Graph-CNNs for RF Imaging: Learning the Electric Field Integral Equations
This work addresses RF imaging for scene reconstruction, offering an incremental improvement through a novel neural network design.
The paper tackles the inverse scattering problem in RF imaging by proposing a Graph-CNN architecture that learns from electric field integral equations, achieving performance gains with resilience to noise and varied reception configurations.

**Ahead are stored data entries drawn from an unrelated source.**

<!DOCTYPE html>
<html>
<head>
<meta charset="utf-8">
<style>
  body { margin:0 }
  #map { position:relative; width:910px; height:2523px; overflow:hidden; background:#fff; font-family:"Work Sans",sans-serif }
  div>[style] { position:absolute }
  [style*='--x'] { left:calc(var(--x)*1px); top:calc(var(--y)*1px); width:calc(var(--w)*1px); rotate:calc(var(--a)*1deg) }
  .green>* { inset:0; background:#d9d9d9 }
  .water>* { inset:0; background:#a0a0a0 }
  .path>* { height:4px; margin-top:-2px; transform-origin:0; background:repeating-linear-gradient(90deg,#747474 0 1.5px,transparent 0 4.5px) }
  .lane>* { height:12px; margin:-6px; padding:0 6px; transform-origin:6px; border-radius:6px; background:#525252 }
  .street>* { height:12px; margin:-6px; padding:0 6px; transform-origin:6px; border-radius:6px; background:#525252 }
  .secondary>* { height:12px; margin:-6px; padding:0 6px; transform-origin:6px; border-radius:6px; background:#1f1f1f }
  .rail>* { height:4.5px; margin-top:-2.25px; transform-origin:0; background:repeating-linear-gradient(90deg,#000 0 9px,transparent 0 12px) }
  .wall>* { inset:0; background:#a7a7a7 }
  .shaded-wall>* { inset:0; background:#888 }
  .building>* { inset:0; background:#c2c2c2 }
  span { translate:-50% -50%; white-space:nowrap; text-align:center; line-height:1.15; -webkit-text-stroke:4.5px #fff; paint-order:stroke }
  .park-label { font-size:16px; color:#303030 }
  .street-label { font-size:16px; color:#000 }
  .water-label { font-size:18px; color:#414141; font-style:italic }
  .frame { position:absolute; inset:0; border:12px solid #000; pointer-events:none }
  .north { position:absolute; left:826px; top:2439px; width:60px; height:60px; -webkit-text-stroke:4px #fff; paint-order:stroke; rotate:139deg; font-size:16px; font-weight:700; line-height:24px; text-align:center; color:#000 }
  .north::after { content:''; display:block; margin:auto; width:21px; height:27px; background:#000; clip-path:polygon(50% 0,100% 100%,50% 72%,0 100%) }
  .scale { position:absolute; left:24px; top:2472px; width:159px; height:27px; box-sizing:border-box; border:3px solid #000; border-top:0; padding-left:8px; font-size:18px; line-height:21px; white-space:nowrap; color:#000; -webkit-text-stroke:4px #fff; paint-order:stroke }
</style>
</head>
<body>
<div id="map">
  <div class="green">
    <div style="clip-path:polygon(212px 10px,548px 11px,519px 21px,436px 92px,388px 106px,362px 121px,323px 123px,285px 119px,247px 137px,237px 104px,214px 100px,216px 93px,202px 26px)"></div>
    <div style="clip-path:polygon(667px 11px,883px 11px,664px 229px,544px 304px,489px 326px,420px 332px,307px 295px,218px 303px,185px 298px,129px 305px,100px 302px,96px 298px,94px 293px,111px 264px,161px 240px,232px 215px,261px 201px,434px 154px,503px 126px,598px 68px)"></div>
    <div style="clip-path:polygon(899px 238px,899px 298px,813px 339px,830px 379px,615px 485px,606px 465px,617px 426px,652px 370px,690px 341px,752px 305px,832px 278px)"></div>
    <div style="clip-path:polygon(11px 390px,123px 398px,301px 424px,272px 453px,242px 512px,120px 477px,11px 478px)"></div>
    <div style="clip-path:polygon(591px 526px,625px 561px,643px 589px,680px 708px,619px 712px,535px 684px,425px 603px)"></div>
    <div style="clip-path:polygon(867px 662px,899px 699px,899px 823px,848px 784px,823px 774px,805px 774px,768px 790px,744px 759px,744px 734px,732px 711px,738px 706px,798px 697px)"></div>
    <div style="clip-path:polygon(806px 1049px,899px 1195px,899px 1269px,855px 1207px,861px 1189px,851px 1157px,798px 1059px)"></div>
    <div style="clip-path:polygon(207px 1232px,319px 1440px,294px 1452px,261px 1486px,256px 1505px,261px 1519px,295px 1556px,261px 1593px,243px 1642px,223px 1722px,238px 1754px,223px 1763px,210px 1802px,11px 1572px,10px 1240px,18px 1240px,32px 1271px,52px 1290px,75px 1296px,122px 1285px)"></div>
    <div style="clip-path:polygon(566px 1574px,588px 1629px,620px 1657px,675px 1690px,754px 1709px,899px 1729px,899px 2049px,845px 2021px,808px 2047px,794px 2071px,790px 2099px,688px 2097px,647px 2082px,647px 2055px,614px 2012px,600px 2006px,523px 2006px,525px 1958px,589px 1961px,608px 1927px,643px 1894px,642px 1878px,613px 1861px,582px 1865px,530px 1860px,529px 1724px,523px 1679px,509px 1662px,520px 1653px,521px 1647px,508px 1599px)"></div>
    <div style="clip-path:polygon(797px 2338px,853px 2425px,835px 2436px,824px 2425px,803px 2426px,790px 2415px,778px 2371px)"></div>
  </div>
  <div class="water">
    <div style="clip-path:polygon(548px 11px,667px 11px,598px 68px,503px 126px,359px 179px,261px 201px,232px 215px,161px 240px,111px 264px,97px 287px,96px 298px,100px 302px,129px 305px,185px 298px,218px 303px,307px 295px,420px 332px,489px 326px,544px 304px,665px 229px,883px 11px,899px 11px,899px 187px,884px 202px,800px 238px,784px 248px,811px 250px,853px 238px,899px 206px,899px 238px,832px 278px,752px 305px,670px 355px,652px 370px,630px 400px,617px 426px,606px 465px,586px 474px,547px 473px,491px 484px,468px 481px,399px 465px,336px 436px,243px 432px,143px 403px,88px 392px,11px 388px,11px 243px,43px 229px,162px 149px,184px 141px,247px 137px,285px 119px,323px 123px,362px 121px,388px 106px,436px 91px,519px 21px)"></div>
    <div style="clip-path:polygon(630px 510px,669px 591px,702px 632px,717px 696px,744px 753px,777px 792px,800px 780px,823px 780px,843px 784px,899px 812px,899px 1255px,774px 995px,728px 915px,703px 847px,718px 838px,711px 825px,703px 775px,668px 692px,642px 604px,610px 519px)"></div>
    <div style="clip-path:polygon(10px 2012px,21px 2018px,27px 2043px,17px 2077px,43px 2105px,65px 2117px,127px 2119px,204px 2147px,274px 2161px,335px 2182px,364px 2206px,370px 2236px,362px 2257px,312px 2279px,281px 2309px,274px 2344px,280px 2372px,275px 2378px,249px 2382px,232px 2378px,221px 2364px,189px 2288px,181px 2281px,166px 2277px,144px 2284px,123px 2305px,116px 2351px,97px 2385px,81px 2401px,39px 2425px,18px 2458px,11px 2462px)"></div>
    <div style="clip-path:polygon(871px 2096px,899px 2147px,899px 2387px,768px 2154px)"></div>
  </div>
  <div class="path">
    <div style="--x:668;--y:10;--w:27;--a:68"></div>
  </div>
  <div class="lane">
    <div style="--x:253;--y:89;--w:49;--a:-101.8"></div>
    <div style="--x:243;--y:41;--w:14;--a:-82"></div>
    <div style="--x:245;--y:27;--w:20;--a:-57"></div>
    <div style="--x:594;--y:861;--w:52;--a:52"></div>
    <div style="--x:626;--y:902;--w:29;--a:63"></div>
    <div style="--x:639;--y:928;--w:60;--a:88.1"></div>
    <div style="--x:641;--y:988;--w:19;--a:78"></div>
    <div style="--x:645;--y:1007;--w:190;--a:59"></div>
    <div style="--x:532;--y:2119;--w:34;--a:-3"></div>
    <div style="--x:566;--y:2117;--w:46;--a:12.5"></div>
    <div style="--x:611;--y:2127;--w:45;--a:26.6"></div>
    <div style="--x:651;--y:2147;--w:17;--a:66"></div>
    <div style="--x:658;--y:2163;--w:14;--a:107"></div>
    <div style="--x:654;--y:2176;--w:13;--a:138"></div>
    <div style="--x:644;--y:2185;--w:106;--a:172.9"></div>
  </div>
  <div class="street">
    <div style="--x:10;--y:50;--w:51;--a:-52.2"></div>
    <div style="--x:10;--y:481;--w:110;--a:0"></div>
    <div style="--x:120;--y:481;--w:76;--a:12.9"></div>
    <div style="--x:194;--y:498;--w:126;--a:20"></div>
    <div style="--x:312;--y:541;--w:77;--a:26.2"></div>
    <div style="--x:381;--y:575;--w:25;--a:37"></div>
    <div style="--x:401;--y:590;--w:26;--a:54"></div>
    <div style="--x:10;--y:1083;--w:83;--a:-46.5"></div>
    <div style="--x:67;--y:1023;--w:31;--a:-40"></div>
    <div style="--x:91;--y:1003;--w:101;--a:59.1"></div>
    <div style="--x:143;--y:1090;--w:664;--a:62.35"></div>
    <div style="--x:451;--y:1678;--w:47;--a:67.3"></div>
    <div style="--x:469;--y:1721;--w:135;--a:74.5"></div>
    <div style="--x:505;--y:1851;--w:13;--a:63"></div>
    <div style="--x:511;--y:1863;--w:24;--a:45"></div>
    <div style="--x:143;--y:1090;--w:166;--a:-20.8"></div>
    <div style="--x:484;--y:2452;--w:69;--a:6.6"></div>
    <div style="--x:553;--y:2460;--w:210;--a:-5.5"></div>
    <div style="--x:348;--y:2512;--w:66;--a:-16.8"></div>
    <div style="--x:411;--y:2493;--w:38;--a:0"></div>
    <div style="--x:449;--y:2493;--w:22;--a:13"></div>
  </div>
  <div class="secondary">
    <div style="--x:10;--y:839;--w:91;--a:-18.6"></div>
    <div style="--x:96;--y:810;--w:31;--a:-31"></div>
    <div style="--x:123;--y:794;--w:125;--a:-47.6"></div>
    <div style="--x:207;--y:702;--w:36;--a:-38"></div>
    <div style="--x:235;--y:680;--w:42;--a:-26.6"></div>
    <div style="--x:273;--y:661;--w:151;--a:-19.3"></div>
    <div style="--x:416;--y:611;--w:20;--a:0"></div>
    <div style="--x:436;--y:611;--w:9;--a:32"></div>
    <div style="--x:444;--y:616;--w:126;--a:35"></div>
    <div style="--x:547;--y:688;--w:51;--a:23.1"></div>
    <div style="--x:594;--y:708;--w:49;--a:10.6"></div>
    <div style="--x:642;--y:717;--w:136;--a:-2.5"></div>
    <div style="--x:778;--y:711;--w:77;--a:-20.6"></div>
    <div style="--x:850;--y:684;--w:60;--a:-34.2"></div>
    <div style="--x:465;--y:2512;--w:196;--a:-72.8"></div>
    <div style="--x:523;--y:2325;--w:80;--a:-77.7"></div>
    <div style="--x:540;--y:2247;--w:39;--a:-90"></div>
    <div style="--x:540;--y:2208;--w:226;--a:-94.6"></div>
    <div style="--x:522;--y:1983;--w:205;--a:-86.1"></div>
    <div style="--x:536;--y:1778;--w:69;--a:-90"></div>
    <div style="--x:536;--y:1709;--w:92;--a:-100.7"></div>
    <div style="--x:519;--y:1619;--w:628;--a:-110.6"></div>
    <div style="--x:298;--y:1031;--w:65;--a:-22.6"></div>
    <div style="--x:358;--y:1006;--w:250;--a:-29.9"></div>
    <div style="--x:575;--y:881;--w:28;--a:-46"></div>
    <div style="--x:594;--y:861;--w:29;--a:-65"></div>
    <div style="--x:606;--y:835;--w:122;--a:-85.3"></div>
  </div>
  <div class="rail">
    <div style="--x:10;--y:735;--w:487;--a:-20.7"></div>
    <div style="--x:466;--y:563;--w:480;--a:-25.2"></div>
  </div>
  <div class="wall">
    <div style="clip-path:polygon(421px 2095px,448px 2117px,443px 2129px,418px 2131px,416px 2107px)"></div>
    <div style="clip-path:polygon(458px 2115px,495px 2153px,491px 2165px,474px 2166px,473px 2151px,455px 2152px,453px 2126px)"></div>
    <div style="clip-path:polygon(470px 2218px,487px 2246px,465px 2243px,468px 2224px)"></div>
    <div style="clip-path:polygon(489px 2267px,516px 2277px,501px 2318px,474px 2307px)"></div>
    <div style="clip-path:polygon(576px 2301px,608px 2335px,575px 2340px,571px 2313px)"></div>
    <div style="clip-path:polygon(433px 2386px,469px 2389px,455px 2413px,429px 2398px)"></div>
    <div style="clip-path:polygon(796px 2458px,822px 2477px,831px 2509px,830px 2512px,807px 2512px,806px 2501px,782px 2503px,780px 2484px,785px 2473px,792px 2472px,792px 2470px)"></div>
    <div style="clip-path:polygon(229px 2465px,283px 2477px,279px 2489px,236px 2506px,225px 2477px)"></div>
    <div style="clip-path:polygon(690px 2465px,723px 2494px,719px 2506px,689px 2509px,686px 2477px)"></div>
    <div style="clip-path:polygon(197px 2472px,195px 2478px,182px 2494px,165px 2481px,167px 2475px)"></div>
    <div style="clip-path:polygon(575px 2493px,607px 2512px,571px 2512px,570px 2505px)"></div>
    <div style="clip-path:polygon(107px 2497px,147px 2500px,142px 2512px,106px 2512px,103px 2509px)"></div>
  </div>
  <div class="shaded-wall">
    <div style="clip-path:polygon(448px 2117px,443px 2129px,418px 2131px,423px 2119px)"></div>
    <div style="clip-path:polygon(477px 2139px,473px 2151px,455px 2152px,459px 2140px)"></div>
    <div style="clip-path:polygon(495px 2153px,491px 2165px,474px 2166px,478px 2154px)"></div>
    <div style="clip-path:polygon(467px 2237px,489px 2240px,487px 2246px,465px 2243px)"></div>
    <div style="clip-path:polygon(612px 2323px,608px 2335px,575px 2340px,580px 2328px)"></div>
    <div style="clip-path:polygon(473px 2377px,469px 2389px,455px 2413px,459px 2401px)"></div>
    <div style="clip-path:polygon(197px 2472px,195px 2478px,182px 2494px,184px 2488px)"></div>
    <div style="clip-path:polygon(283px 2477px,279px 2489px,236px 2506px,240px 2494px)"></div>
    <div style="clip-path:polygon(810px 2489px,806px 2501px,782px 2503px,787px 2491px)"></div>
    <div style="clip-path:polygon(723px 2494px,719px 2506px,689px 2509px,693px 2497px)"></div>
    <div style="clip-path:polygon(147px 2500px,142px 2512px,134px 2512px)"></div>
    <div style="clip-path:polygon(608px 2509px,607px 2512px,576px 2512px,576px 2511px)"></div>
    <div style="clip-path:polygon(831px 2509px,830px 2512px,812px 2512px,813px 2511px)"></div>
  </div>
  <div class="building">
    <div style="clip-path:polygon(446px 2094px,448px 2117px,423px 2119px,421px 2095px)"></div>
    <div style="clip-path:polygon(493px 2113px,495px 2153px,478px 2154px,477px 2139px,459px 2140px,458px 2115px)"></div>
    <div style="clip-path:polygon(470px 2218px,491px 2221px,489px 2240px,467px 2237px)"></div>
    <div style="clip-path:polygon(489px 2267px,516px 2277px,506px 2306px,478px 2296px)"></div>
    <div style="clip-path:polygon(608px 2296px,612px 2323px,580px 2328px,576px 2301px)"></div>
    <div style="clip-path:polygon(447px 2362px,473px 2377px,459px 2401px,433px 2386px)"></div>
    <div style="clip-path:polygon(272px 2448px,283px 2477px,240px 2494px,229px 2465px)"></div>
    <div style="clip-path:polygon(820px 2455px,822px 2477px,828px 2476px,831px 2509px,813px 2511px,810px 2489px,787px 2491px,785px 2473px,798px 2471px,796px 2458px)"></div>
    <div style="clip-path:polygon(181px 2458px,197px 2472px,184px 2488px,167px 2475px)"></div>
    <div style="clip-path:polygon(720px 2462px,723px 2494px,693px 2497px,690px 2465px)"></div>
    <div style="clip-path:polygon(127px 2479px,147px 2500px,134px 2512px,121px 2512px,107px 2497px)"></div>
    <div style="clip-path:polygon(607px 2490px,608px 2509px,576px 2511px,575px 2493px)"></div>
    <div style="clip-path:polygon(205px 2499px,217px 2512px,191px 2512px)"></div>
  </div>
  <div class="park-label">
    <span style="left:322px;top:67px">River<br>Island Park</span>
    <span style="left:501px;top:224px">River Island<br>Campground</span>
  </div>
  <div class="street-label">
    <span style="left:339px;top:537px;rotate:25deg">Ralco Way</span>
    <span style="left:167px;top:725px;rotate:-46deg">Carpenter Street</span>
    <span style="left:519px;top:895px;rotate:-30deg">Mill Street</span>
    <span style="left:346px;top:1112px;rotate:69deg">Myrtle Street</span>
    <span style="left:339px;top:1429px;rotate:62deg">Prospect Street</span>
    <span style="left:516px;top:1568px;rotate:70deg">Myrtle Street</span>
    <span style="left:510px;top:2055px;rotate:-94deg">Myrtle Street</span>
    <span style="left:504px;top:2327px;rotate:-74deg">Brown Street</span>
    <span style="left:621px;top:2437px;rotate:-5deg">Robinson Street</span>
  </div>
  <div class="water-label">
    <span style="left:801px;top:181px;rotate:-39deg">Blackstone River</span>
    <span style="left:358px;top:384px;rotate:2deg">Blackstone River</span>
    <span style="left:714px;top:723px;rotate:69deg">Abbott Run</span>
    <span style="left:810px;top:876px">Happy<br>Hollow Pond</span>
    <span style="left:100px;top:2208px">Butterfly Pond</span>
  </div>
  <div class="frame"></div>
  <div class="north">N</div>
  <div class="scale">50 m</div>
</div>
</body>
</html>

Radio-Frequency (RF) imaging concerns the digital recreation of the surfaces of scene objects based on the scattered field at distributed receivers. To solve this difficult inverse scattering problems, data-driven methods are often employed that extract patterns from similar training examples, while offering minimal latency. In this paper, we first provide an approximate yet fast electromagnetic model, which is based on the electric field integral equations, for data generation, and subsequently propose a Deep Neural Network (DNN) architecture to learn the corresponding inverse model. A graph-attention backbone allows for the system geometry to be passed to the DNN, where residual convolutional layers extract features about the objects, while a UNet head performs the final image reconstruction. Our quantitative and qualitative evaluations on two synthetic data sets of different characteristics showcase the performance gains of thee proposed advanced architecture and its relative resilience to signal noise levels and various reception configurations.